Required work - In the entries below, how many lines contain the string "cover"? Respond with the number only.

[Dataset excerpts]
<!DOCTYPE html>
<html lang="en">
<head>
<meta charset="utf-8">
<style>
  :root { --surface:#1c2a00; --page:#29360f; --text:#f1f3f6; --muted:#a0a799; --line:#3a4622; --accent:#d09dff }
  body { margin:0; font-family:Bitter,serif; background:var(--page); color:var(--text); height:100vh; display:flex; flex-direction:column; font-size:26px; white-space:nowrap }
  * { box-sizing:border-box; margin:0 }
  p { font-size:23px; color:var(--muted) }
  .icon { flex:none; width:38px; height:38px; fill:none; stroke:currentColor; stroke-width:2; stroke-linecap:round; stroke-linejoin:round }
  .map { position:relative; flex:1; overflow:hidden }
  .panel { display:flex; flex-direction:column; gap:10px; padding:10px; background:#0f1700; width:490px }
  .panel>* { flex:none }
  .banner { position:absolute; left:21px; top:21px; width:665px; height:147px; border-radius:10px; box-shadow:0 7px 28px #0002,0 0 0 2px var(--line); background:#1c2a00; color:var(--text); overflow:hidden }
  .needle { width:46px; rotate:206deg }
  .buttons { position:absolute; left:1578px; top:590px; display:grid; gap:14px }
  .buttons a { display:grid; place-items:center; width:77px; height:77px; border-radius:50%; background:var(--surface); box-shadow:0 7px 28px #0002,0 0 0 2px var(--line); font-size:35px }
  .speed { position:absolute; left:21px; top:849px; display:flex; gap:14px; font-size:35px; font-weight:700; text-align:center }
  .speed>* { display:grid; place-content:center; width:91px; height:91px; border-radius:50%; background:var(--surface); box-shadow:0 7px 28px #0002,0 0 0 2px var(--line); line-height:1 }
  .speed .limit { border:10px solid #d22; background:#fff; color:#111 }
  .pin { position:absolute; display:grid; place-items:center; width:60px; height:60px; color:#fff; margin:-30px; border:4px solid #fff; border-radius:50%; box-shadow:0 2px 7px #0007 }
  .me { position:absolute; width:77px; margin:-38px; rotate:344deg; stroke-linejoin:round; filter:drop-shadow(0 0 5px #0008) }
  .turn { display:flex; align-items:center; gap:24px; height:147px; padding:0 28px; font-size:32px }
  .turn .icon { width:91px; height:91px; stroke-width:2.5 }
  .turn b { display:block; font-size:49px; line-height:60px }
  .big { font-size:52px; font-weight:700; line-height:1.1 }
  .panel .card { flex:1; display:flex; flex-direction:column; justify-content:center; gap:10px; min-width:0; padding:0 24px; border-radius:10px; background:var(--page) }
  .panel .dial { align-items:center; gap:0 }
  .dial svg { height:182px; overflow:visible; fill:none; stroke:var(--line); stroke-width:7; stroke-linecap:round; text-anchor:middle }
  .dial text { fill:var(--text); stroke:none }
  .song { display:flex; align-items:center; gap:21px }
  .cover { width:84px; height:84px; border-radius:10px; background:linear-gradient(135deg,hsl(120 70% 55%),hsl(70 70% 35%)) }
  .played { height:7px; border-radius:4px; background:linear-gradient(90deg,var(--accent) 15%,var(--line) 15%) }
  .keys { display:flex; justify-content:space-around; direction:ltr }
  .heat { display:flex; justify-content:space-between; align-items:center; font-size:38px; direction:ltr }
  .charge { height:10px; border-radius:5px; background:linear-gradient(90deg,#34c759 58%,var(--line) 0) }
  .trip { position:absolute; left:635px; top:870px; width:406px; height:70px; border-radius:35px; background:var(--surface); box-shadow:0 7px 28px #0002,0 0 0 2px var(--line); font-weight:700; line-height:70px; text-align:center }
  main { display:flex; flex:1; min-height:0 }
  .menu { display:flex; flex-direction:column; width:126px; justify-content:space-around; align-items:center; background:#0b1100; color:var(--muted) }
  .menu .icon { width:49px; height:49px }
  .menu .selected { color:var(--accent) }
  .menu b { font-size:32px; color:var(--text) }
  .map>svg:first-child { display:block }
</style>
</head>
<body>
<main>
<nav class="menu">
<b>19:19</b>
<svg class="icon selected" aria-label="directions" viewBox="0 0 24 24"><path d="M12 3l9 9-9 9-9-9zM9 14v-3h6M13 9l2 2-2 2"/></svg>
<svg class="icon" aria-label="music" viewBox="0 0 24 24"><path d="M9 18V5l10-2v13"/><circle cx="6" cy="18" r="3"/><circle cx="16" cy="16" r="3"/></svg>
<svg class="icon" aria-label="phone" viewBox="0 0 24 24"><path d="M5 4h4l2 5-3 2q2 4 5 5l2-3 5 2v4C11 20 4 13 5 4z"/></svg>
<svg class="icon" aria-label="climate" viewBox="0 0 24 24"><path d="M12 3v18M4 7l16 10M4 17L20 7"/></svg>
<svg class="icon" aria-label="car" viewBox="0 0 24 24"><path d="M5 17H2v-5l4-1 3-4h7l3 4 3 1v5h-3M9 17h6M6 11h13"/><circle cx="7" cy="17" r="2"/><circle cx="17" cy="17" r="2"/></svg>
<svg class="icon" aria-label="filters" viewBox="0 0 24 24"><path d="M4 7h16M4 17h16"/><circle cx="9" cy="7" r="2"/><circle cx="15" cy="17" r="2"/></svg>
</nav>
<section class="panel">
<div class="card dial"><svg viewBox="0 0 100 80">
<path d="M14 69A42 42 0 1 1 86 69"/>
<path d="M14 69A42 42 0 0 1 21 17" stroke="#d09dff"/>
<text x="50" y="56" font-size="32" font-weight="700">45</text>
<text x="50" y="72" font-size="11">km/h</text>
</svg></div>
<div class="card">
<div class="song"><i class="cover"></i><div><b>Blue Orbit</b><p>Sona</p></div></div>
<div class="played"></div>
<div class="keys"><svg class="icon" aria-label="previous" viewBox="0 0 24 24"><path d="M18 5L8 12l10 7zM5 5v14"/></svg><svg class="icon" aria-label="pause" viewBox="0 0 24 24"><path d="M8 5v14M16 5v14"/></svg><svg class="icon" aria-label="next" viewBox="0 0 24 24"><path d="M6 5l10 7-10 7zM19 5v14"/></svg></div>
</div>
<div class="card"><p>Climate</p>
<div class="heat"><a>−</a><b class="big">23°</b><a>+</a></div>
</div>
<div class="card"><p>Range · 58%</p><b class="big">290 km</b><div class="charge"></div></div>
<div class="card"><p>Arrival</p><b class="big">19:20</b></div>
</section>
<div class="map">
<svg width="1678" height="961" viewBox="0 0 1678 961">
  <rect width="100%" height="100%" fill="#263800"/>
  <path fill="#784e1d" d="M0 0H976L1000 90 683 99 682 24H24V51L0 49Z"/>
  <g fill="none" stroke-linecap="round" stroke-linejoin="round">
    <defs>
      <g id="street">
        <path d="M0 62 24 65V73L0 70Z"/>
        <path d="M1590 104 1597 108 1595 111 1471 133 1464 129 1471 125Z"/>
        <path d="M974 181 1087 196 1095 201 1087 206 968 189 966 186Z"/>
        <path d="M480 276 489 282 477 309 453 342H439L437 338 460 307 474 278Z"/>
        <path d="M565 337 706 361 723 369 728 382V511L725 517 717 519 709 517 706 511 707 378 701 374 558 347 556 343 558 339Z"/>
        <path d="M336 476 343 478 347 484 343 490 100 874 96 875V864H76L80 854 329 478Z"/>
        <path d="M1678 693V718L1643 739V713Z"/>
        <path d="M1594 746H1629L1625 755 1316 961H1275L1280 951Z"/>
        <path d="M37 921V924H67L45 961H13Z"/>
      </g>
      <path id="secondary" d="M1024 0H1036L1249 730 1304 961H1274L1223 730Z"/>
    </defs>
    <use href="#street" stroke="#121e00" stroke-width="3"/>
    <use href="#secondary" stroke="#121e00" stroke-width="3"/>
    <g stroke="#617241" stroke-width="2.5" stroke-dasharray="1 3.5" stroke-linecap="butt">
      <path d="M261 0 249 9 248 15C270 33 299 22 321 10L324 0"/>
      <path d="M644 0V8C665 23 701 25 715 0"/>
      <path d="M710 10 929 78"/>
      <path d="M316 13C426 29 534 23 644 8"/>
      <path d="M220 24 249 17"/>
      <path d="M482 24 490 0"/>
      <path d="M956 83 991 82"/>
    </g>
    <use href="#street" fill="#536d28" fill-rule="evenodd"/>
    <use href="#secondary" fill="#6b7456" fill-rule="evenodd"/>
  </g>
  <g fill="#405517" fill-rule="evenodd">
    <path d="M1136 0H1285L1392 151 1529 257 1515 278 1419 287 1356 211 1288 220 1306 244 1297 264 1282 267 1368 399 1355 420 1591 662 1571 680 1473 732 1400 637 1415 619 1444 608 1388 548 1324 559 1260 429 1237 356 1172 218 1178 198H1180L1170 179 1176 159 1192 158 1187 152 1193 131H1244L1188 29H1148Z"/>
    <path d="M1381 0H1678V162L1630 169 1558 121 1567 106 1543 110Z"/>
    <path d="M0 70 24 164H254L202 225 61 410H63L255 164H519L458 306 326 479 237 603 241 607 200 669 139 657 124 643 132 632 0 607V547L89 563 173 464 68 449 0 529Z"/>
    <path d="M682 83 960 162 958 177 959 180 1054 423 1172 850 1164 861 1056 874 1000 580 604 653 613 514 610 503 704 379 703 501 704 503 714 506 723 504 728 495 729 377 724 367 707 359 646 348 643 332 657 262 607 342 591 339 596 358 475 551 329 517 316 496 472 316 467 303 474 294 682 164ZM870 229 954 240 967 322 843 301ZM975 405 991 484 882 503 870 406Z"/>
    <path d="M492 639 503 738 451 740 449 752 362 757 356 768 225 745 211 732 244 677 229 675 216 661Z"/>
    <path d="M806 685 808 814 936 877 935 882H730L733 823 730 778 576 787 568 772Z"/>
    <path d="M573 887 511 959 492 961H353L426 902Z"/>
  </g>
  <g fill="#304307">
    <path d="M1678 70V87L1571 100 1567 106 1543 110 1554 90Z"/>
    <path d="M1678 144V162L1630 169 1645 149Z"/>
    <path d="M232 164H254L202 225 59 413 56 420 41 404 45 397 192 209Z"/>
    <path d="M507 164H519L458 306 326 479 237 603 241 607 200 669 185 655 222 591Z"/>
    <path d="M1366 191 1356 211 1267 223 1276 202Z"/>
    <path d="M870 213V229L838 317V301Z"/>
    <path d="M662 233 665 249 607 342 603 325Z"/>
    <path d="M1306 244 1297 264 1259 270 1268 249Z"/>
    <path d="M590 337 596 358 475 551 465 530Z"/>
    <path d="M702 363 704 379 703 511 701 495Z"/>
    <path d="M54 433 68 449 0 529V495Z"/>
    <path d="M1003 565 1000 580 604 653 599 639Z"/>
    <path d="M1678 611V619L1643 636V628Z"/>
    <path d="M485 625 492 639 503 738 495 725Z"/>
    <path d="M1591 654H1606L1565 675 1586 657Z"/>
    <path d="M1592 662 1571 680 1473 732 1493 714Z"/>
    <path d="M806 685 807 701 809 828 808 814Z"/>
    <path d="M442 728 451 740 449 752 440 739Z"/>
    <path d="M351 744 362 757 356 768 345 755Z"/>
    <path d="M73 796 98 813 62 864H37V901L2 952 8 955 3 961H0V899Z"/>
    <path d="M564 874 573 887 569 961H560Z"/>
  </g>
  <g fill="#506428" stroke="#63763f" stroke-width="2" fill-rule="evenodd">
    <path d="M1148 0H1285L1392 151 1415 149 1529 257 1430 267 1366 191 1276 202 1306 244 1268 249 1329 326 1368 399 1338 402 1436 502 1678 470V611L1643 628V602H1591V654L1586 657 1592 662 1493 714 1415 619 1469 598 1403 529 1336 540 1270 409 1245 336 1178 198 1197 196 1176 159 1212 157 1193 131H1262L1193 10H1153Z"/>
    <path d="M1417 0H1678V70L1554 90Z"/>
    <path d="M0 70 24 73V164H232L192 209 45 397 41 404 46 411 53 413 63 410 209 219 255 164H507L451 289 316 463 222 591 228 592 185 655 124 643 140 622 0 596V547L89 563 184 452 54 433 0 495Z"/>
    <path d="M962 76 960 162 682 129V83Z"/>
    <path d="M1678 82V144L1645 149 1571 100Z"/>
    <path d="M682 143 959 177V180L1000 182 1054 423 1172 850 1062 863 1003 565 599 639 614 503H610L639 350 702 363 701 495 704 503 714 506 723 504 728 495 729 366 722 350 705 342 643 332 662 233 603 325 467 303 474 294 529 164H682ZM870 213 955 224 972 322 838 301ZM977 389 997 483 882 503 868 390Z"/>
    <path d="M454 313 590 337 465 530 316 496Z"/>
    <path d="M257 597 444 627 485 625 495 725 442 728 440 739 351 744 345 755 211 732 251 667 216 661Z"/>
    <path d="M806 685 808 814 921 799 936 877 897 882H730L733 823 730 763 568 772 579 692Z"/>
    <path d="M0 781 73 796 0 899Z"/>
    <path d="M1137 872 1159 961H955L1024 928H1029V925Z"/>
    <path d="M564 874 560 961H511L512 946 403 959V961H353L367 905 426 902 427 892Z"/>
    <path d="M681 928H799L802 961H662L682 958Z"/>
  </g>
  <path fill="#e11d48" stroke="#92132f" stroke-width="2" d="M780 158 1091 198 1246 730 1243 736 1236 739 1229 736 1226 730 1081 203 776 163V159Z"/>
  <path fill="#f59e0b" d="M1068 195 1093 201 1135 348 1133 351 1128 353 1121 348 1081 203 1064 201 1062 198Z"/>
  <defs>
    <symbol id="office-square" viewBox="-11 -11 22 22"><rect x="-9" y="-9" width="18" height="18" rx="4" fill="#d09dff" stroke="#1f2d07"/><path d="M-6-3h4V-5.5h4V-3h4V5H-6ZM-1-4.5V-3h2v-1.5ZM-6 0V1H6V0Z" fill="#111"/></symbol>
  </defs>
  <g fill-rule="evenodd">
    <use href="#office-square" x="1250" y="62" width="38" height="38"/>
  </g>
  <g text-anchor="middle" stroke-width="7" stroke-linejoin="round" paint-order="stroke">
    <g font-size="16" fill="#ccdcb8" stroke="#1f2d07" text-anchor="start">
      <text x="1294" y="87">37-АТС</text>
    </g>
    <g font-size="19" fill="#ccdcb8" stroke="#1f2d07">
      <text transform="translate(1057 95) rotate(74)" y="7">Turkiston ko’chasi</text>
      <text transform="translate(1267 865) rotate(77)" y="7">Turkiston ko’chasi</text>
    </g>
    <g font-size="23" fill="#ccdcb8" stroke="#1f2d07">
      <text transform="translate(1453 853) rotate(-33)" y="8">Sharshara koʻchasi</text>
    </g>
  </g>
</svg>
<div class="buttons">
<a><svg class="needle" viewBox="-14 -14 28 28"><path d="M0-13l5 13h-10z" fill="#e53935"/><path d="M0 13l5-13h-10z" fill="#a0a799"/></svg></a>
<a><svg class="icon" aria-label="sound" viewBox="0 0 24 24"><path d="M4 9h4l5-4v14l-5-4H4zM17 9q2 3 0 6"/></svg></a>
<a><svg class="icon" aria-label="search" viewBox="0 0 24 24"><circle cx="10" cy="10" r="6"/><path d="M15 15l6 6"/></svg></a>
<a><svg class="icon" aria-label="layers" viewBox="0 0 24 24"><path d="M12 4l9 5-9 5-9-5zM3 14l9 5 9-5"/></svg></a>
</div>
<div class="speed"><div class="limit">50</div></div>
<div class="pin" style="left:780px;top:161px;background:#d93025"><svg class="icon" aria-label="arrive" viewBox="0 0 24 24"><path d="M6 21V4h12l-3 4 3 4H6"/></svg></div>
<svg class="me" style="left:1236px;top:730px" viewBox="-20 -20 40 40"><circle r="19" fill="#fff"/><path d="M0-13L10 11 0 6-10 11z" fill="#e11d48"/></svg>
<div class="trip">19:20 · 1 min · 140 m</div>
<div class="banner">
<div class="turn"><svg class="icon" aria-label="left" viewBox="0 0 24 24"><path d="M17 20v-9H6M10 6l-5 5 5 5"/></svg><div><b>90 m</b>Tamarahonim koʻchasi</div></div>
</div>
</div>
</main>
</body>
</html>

Answer area - 2